- [Provided data]:
##########

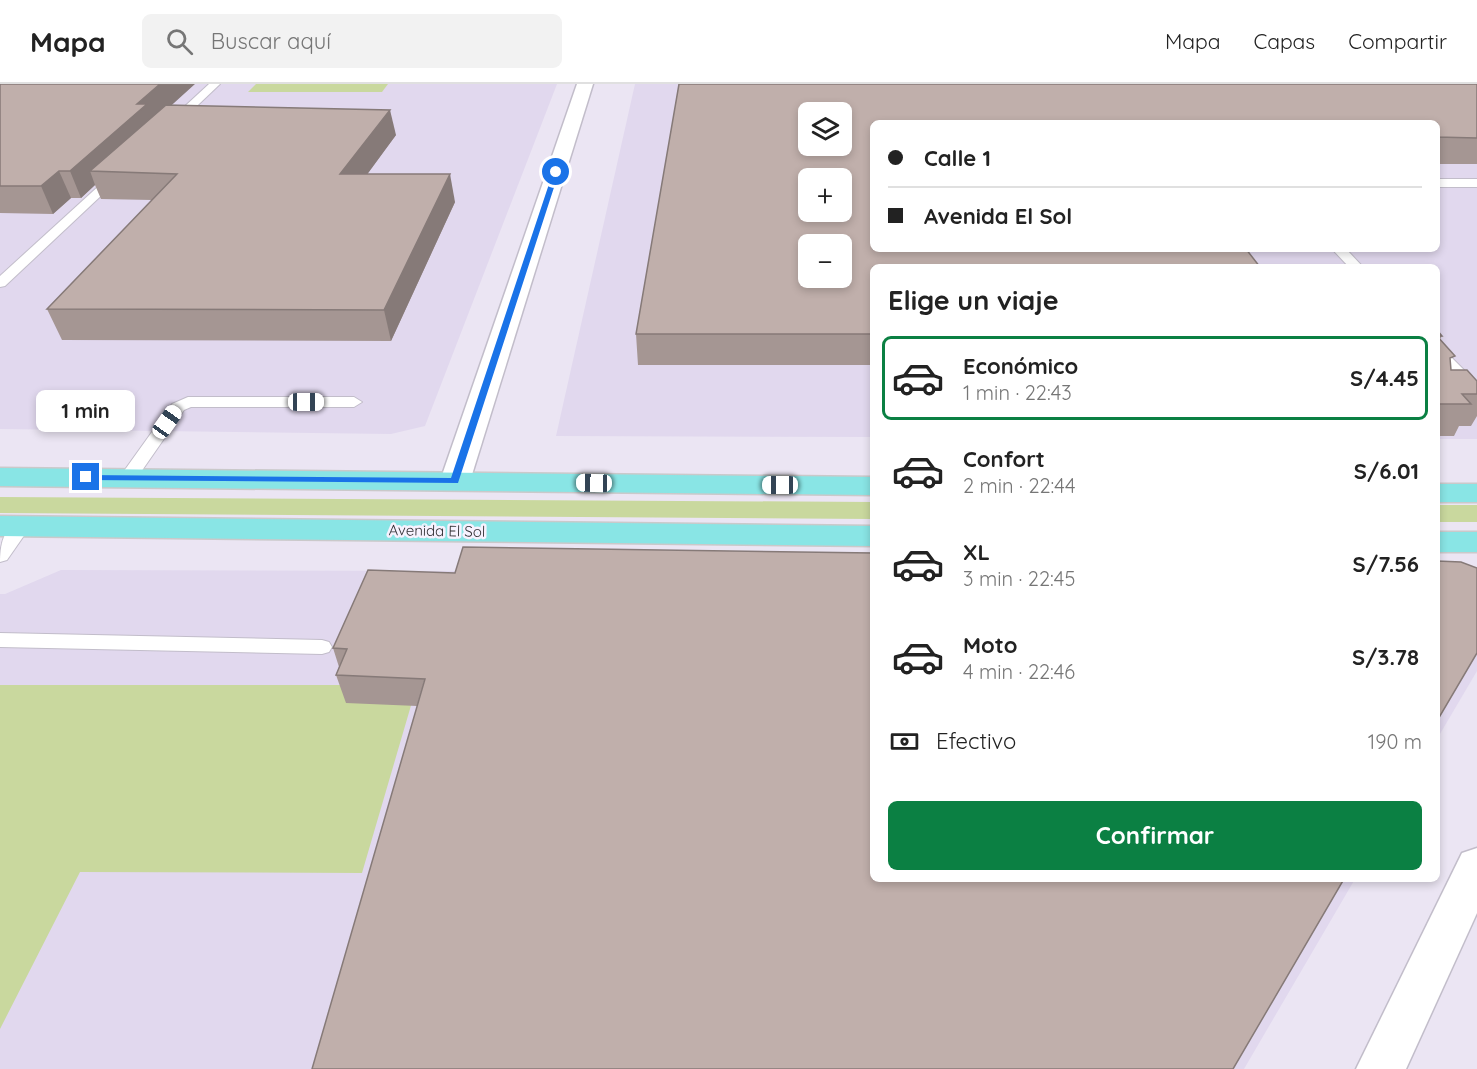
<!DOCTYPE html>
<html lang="es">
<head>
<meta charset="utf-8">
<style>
  :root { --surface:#fff; --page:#f2f2f2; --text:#222; --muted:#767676; --line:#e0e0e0; --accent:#0b8043 }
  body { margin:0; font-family:Quicksand,sans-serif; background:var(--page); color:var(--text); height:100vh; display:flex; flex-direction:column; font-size:22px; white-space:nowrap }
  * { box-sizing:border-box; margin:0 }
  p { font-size:20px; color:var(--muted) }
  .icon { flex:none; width:33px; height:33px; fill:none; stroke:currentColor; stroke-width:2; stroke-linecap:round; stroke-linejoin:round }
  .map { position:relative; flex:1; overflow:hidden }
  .drawer { position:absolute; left:870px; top:180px; width:570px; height:618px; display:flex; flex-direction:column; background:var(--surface); border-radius:9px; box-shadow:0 3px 9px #0003 }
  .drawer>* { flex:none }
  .guide { position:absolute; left:870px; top:36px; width:570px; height:132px; border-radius:9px; box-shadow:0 3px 9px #0003; display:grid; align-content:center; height:132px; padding:0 18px; background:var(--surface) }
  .buttons { position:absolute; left:798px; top:18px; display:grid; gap:12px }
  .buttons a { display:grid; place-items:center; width:54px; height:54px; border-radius:9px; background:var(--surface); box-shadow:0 3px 9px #0003; font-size:30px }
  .end { position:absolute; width:27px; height:27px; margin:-14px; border:8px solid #1a73e8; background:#fff; box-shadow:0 0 0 3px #fff }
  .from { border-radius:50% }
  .bubble { position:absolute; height:42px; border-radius:9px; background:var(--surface); box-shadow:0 3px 9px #0003; font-size:20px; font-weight:800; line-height:42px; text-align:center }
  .car { position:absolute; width:18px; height:36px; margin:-18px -9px; border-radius:8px; box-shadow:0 0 4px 2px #0007; background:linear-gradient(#fff 24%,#345 0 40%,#fff 0 76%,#345 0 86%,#fff 0) }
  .guide b { display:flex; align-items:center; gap:21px; height:57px; font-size:22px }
  .guide b+b { border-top:2px solid var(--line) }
  .guide i { width:15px; height:15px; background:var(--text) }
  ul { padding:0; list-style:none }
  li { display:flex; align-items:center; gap:18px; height:84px; margin:0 12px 9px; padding:0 6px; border:3px solid transparent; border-radius:9px }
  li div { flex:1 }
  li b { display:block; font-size:22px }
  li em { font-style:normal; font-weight:800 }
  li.active { border-color:var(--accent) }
  li>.icon { width:54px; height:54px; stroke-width:1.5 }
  h2 { padding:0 18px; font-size:27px; line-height:72px }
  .pay { display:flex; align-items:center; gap:15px; height:66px; padding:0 18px; font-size:22px }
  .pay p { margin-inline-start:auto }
  .cta { display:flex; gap:12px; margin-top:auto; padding:12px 18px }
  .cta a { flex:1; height:69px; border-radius:9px; background:var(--accent); color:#fff; font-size:24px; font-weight:800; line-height:69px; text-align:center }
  header { display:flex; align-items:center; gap:36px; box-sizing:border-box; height:84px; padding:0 30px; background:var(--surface); border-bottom:2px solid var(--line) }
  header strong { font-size:28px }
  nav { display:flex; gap:33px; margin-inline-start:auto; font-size:21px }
  .search { width:420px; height:54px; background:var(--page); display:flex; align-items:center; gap:15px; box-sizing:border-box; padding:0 21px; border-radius:9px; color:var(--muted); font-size:22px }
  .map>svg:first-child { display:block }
  .built { fill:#e1d8ee; fill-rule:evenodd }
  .green { fill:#c9d89e }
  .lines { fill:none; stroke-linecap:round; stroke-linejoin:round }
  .lane-casing { stroke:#c2bdca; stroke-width:2 }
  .street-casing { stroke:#c2bdca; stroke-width:3 }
  .primary-casing { stroke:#cac9ca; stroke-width:3 }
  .lane { fill:#fff; fill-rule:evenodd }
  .street { fill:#fff; fill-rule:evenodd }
  .primary { fill:#89e5e5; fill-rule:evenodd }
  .wall { fill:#a59693 }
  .shaded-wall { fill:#867a78 }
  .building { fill:#c0afab; stroke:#867a78; stroke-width:1.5; fill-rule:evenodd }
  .route { fill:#1a73e8 }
  .labels { text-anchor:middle; stroke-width:5; stroke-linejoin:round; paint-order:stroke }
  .street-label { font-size:15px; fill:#323035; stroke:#f7f2fe }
</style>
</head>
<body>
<header>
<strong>Mapa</strong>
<div class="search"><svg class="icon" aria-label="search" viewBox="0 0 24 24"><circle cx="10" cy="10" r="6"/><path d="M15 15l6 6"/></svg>Buscar aquí</div>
<nav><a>Mapa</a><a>Capas</a><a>Compartir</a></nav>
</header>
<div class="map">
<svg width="1477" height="985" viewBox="0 0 1477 985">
  <rect width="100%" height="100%" fill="#ebe5f3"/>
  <g class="built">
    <polygon points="0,0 557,0 425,342 391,350 0,345"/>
    <path d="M635 0H1477V355H1437V183H873V353L556 352ZM808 28H842V62H808ZM873 39H1437V165H873ZM808 94H842V128H808ZM808 160H842V194H808Z"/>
    <polygon points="61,486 464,487 873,795 1355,795 1244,985 0,985 0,510 5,510"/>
    <polygon points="1437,502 1477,502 1477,587 1437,655"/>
  </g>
  <g class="green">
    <polygon points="256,0 388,0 382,8 248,8"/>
    <polygon points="0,413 873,418 873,435 0,429"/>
    <rect x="1437" y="421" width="40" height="17"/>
    <polygon points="0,601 417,601 362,789 80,788 0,945"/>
  </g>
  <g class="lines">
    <g class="lane-casing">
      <g id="lane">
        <polygon points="209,0 220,0 178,40 170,40 170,36"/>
        <polygon points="117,88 121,89 121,93 5,202 0,203 0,192 113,89"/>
        <rect x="1437" y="95" width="40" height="8"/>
        <polygon points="1332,165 1346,165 1363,183 1349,183"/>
        <polygon points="1437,262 1442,264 1477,299 1477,313 1471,311 1437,276"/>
        <polygon points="188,313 354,313 362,318 354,323 191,323 184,326 134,398 122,398 119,394 172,320"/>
        <path d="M21 437 28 439 30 443 7 476 0 478C0 462 3 442 21 437Z"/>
        <polygon points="0,549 322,556 329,558 332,563 329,568 322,570 0,563"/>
      </g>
    </g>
    <g class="street-casing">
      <g id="street">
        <polygon points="577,0 593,0 470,397 466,403 455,406 444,403 440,397"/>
        <polygon points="1477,764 1477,829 1406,985 1356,985 1462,769"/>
      </g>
    </g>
    <g class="primary-casing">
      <g id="primary">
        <polygon points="0,384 873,393 873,411 0,402"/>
        <rect x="1437" y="400" width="40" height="18"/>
        <polygon points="0,432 873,442 873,462 0,452"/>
        <rect x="1437" y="448" width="40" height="20"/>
      </g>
    </g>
    <use href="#lane" class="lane"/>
    <use href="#street" class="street"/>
    <use href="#primary" class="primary"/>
  </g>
  <g class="wall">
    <polygon points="0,0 173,21 396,51 367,90 455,118 391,257 62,256 47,225 152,116 101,115 95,101 81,114 71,114 53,130 0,129"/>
    <polygon points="679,0 1477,0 1477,80 1437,80 1437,39 873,39 873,281 638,281 636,250"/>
    <polygon points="1437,246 1442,252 1440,255 1451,280 1451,286 1477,297 1477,332 1471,342 1459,342 1454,352 1437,352"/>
    <polygon points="455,489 417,622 346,619 336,591 339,583 333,564"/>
  </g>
  <g class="shaded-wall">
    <polygon points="160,0 195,0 153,38 90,87 95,101 81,114 70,87 137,20"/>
    <polygon points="390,26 396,51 347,118 340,90"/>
    <polygon points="59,87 71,114 53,130 41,102"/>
    <polygon points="450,90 455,118 391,257 384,226"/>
  </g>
  <g class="building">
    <polygon points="0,0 160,0 137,20 147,20 70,87 59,87 41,102 0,102"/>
    <path d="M679 0H1477V54L1437 53V39H873V165H1246L1260 183H873V250H636ZM808 28H842V62H808ZM808 94H842V128H808ZM808 160H842V194H808Z"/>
    <polygon points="166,21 390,26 340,90 450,90 384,226 47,225 177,90 90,87"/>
    <polygon points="1437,246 1442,252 1437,252"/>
    <polygon points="1437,252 1455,272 1450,274 1451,286 1467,286 1477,297 1477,310 1462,310 1471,320 1437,320"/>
    <polygon points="463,463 873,469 873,795 1344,795 1233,985 312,985 425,595 336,591 347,565 333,564 368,486 455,489"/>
    <polygon points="1437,477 1461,478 1477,484 1477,569 1437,637"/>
  </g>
  <polygon class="route" points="556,86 559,88 458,399 86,396 81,393 86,391 451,394 553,88"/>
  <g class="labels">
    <g class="street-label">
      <text transform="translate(437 447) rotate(1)" y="5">Avenida El Sol</text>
    </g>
  </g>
</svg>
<div class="buttons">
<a><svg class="icon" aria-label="layers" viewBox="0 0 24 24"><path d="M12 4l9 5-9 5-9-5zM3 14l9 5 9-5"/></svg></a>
<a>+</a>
<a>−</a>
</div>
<i class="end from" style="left:556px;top:88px"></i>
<i class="end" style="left:86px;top:393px"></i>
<div class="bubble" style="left:36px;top:306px;width:99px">1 min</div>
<i class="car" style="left:306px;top:318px;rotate:90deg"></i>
<i class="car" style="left:167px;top:338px;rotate:35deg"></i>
<i class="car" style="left:594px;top:399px;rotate:271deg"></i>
<i class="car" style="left:780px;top:401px;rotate:270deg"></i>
<div class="guide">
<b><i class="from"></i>Calle 1</b>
<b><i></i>Avenida El Sol</b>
</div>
<section class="drawer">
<h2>Elige un viaje</h2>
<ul>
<li class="active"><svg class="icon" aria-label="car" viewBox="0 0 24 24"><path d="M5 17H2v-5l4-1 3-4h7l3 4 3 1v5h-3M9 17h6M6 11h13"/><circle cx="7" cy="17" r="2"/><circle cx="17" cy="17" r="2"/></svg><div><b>Económico</b><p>1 min · 22:43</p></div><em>S/4.45</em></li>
<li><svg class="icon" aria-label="car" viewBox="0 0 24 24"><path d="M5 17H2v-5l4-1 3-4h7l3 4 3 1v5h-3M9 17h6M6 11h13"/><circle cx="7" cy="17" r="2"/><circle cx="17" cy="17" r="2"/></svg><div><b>Confort</b><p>2 min · 22:44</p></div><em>S/6.01</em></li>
<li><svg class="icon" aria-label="car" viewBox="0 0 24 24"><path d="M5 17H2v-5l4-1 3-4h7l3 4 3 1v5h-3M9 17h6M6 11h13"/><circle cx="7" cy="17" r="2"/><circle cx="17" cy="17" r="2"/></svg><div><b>XL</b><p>3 min · 22:45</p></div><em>S/7.56</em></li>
<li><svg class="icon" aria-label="car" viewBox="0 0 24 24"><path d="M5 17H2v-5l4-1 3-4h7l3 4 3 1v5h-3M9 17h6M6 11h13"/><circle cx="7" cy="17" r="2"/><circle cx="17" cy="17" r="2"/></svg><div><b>Moto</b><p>4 min · 22:46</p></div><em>S/3.78</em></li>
</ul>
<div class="pay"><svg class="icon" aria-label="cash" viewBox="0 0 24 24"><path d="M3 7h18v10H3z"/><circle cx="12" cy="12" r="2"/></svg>Efectivo<p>190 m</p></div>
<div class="cta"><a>Confirmar</a></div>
</section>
</div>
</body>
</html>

##########

- [Requirement]: Wherever a line in the entries holds "lines", copy that line.

- [Response to the task]:
  .lines { fill:none; stroke-linecap:round; stroke-linejoin:round }
  <g class="lines">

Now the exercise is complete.